What the task requires ->
Show every line in the entries below where the word "Rügenstraße" appears.

Stored data entries:
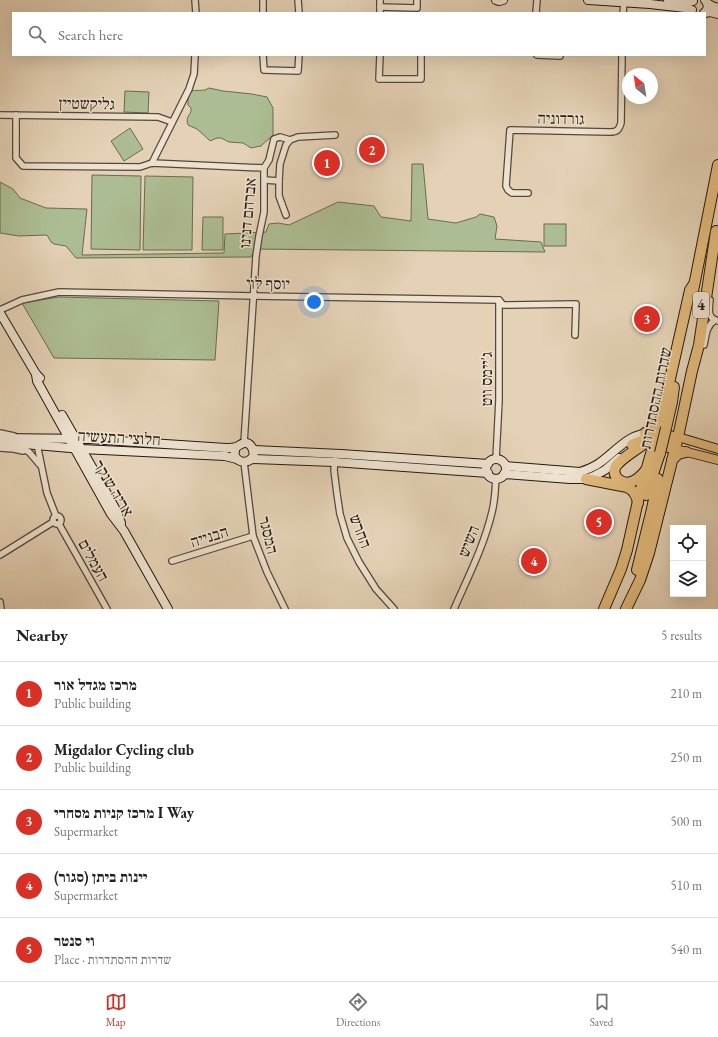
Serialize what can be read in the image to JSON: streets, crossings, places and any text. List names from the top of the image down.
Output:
{
  "streets": {
    "highway": ["4", "שדרות ההסתדרות"],
    "street": [
      "גליקשטיין",
      "גורדוניה",
      "אברהם דנינו",
      "יוסף לוי",
      "ג'יימס ווט",
      "חלוצי התעשיה",
      "אריה שנקר",
      "החרש",
      "המסגר",
      "הבנייה",
      "השיש",
      "העמלים"
    ]
  },
  "crossings": [
    ["גליקשטיין", "אברהם דנינו"],
    ["אברהם דנינו", "יוסף לוי"],
    ["אברהם דנינו", "חלוצי התעשיה"],
    ["אברהם דנינו", "המסגר"],
    ["יוסף לוי", "ג'יימס ווט"],
    ["יוסף לוי", "אריה שנקר"],
    ["ג'יימס ווט", "חלוצי התעשיה"],
    ["ג'יימס ווט", "השיש"],
    ["חלוצי התעשיה", "אריה שנקר"],
    ["חלוצי התעשיה", "החרש"],
    ["חלוצי התעשיה", "המסגר"],
    ["חלוצי התעשיה", "השיש"],
    ["המסגר", "הבנייה"]
  ],
  "north": "top left",
  "page": {
    "search": "Search here",
    "pins": [
      "2",
      "1",
      "3",
      "5",
      "4"
    ],
    "heading": ["Nearby", "5 results"],
    "list": [
      {
        "mark": "1",
        "name": "מרכז מגדל אור",
        "note": "Public building",
        "value": "210 m"
      },
      {
        "mark": "2",
        "name": "Migdalor Cycling club",
        "note": "Public building",
        "value": "250 m"
      },
      {
        "mark": "3",
        "name": "מרכז קניות מסחרי I Way",
        "note": "Supermarket",
        "value": "500 m"
      },
      {
        "mark": "4",
        "name": "יינות ביתן (סגור)",
        "note": "Supermarket",
        "value": "510 m"
      },
      {
        "mark": "5",
        "name": "וי סנטר",
        "note": "Place · שדרות ההסתדרות",
        "value": "540 m"
      }
    ],
    "nav": ["Map", "Directions", "Saved"]
  }
}
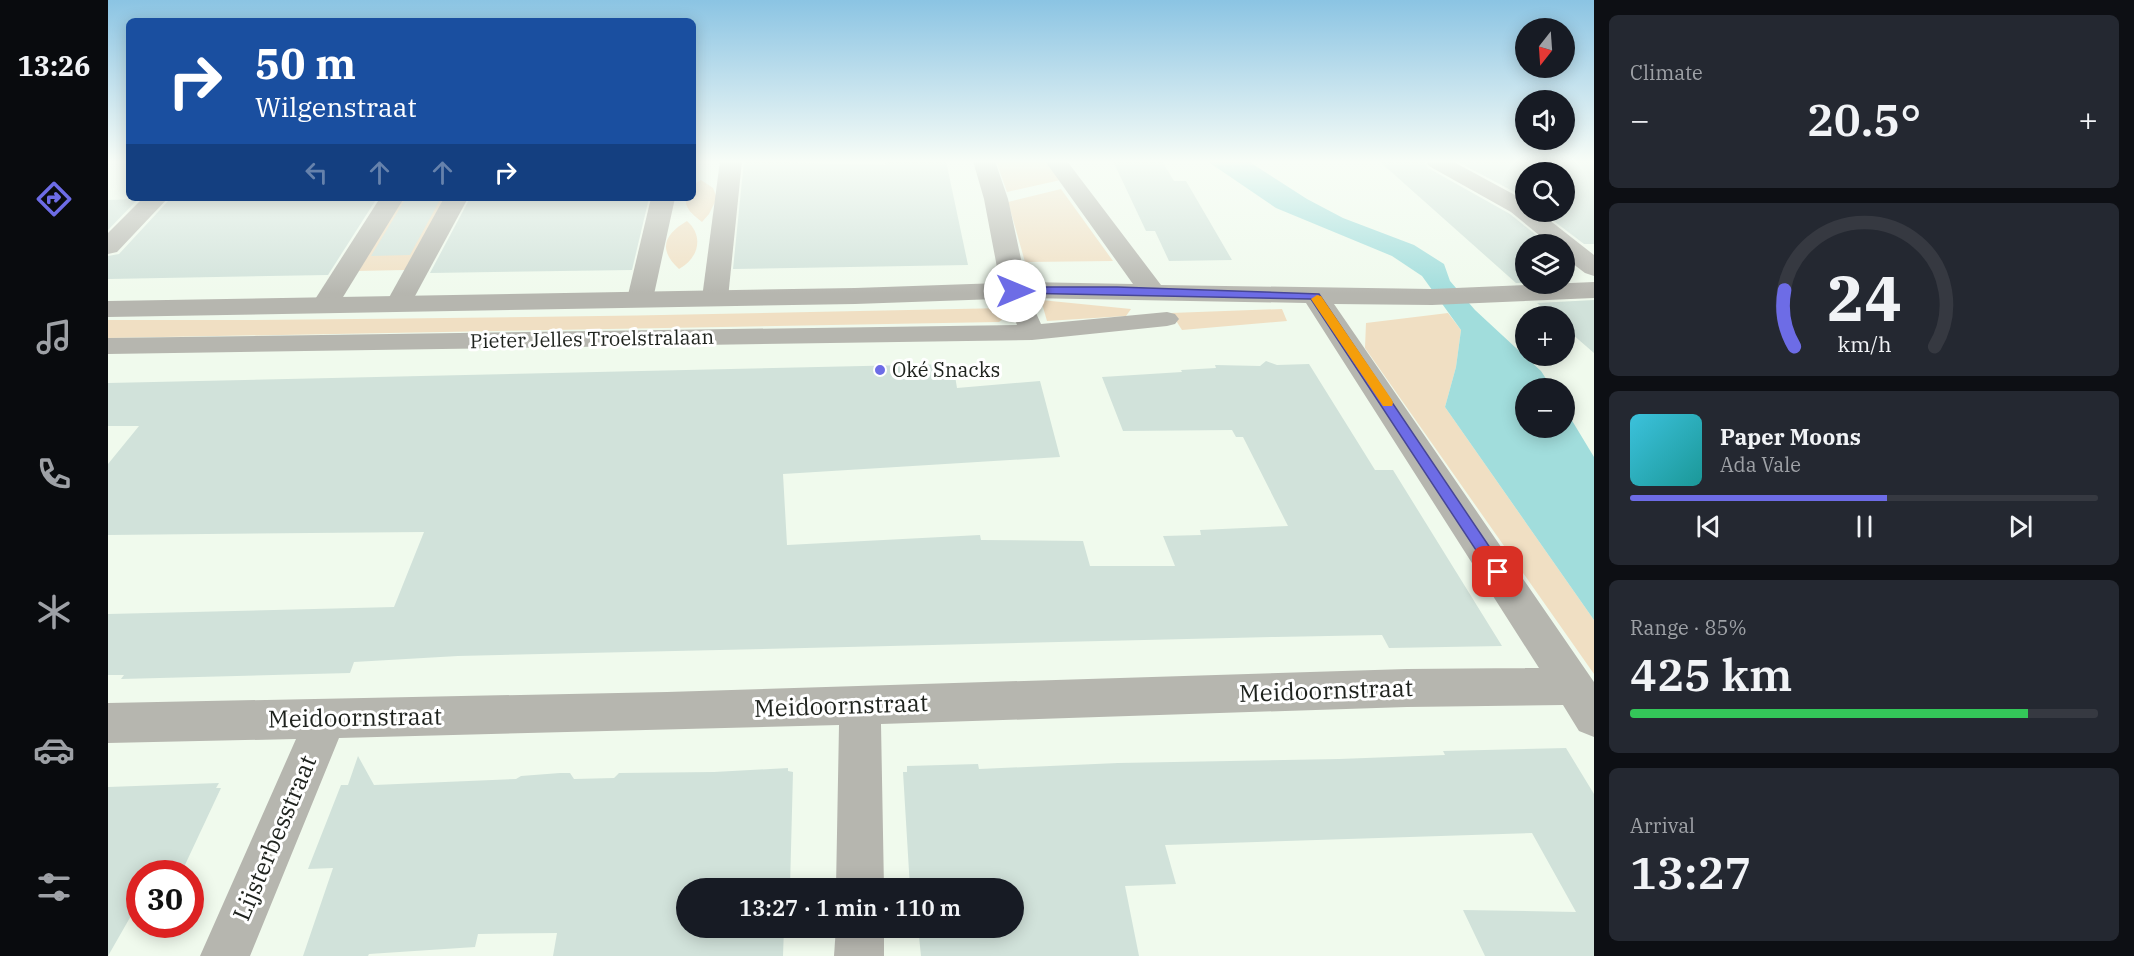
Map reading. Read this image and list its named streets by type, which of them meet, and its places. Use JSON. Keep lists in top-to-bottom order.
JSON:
{
  "streets": {
    "street": ["Pieter Jelles Troelstralaan", "Meidoornstraat", "Lijsterbesstraat"]
  },
  "crossings": [
    ["Meidoornstraat", "Lijsterbesstraat"]
  ],
  "places": ["Oké Snacks"],
  "north": "bottom",
  "page": {
    "tabs": "13:26",
    "tile": [
      "Climate",
      ["Range · 85%", "425 km"],
      ["Arrival", "13:27"]
    ],
    "map_buttons": ["+", "−"],
    "turn": ["50 m", "Wilgenstraat"],
    "heat": ["−", "20.5°", "+"],
    "song": ["Paper Moons", "Ada Vale"],
    "limit": "30",
    "trip": "13:27 · 1 min · 110 m",
    "gauge": ["24", "km/h"]
  }
}
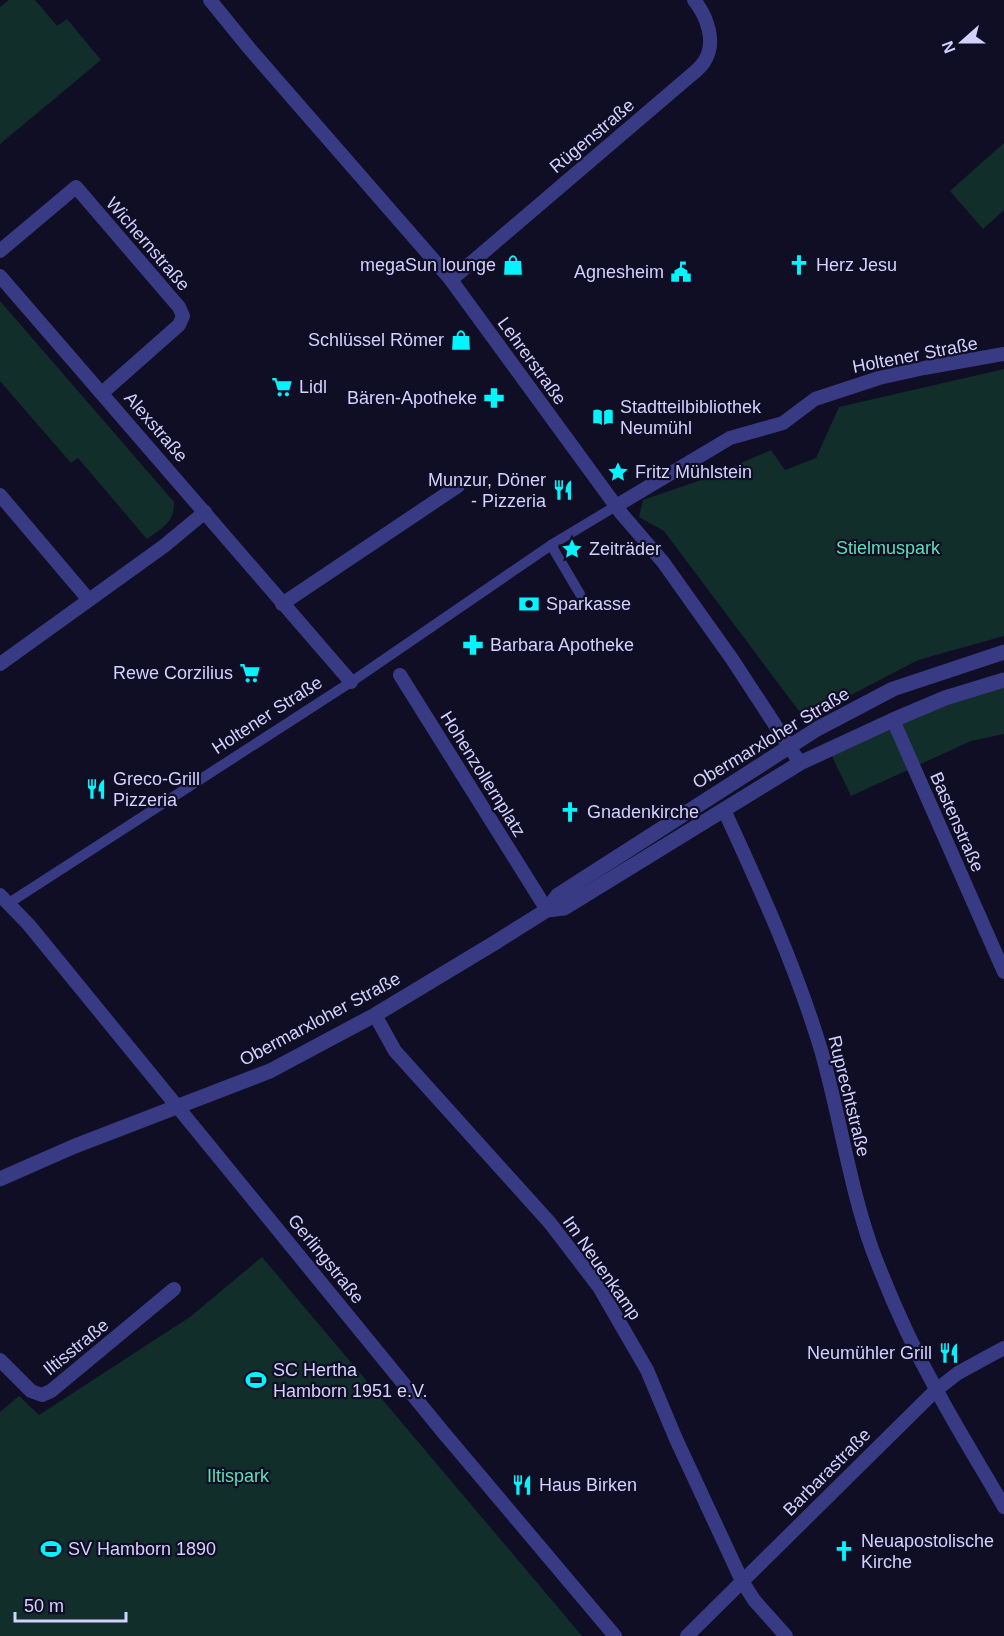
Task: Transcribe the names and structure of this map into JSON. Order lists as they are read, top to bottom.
{
  "streets": {
    "street": [
      "Rügenstraße",
      "Wichernstraße",
      "Holtener Straße",
      "Lehrerstraße",
      "Alexstraße",
      "Obermarxloher Straße",
      "Hohenzollernplatz",
      "Bastenstraße",
      "Ruprechtstraße",
      "Gerlingstraße",
      "Im Neuenkamp",
      "Iltisstraße",
      "Barbarastraße"
    ]
  },
  "crossings": [
    ["Rügenstraße", "Lehrerstraße"],
    ["Wichernstraße", "Alexstraße"],
    ["Holtener Straße", "Lehrerstraße"],
    ["Holtener Straße", "Alexstraße"],
    ["Holtener Straße", "Hohenzollernplatz"],
    ["Holtener Straße", "Gerlingstraße"],
    ["Lehrerstraße", "Obermarxloher Straße"],
    ["Obermarxloher Straße", "Hohenzollernplatz"],
    ["Obermarxloher Straße", "Bastenstraße"],
    ["Obermarxloher Straße", "Ruprechtstraße"],
    ["Obermarxloher Straße", "Gerlingstraße"],
    ["Obermarxloher Straße", "Im Neuenkamp"],
    ["Ruprechtstraße", "Barbarastraße"],
    ["Im Neuenkamp", "Barbarastraße"]
  ],
  "parks": ["Stielmuspark", "Iltispark"],
  "places": {
    "shop": ["megaSun lounge", "Schlüssel Römer"],
    "church": ["Herz Jesu", "Gnadenkirche", "Neuapostolische Kirche"],
    "public building": ["Agnesheim"],
    "supermarket": ["Lidl", "Rewe Corzilius"],
    "pharmacy": ["Bären-Apotheke", "Barbara Apotheke"],
    "library": ["Stadtteilbibliothek Neumühl"],
    "place": ["Fritz Mühlstein", "Zeiträder"],
    "restaurant": [
      "Munzur, Döner - Pizzeria",
      "Greco-Grill Pizzeria",
      "Neumühler Grill",
      "Haus Birken"
    ],
    "bank": ["Sparkasse"],
    "sports": ["SC Hertha Hamborn 1951 e.V.", "SV Hamborn 1890"]
  },
  "scale_bar": "50 m",
  "north": "left"
}
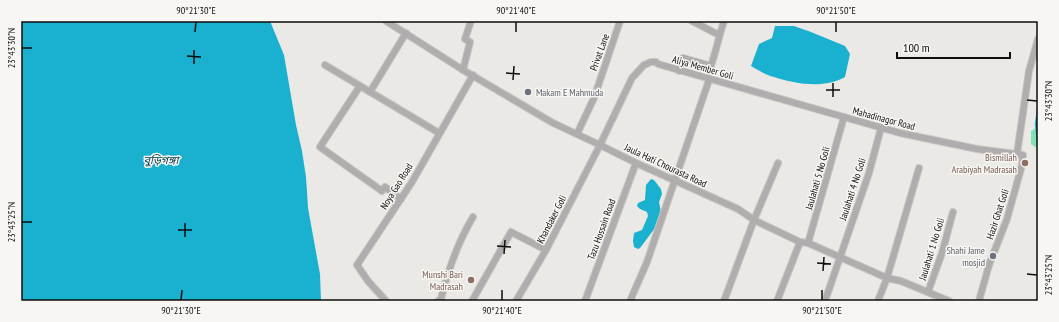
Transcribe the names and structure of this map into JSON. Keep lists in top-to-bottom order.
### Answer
{
  "streets": {
    "street": [
      "Privat Lane",
      "Aliya Member Goli",
      "Mahadinagor Road",
      "Jaula Hati Chourasta Road",
      "Jaulahati 5 No Goli",
      "Noya Gao Road",
      "Jaulahati 4 No Goli",
      "Hazir Ghat Goli",
      "Khandaker Goli",
      "Tazu Hossain Road",
      "Jaulahati 1 No Goli"
    ]
  },
  "crossings": [
    ["Privat Lane", "Jaula Hati Chourasta Road"],
    ["Aliya Member Goli", "Mahadinagor Road"],
    ["Aliya Member Goli", "Khandaker Goli"],
    ["Mahadinagor Road", "Jaulahati 5 No Goli"],
    ["Mahadinagor Road", "Jaulahati 4 No Goli"],
    ["Mahadinagor Road", "Hazir Ghat Goli"],
    ["Jaula Hati Chourasta Road", "Jaulahati 5 No Goli"],
    ["Jaula Hati Chourasta Road", "Noya Gao Road"],
    ["Jaula Hati Chourasta Road", "Jaulahati 4 No Goli"],
    ["Jaula Hati Chourasta Road", "Khandaker Goli"],
    ["Jaula Hati Chourasta Road", "Tazu Hossain Road"],
    ["Jaula Hati Chourasta Road", "Jaulahati 1 No Goli"]
  ],
  "water": ["বুড়িগঙ্গা"],
  "places": [
    "Makam E Mahmuda",
    "Bismillah Arabiyah Madrasah",
    "Shahi Jame mosjid",
    "Munshi Bari Madrasah"
  ],
  "scale_bar": "100 m",
  "coordinates": [
    "90°21'30\"E",
    "90°21'40\"E",
    "90°21'50\"E",
    "23°43'30\"N",
    "23°43'25\"N"
  ]
}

Reply ->
      "Rügenstraße",
    ["Rügenstraße", "Lehrerstraße"],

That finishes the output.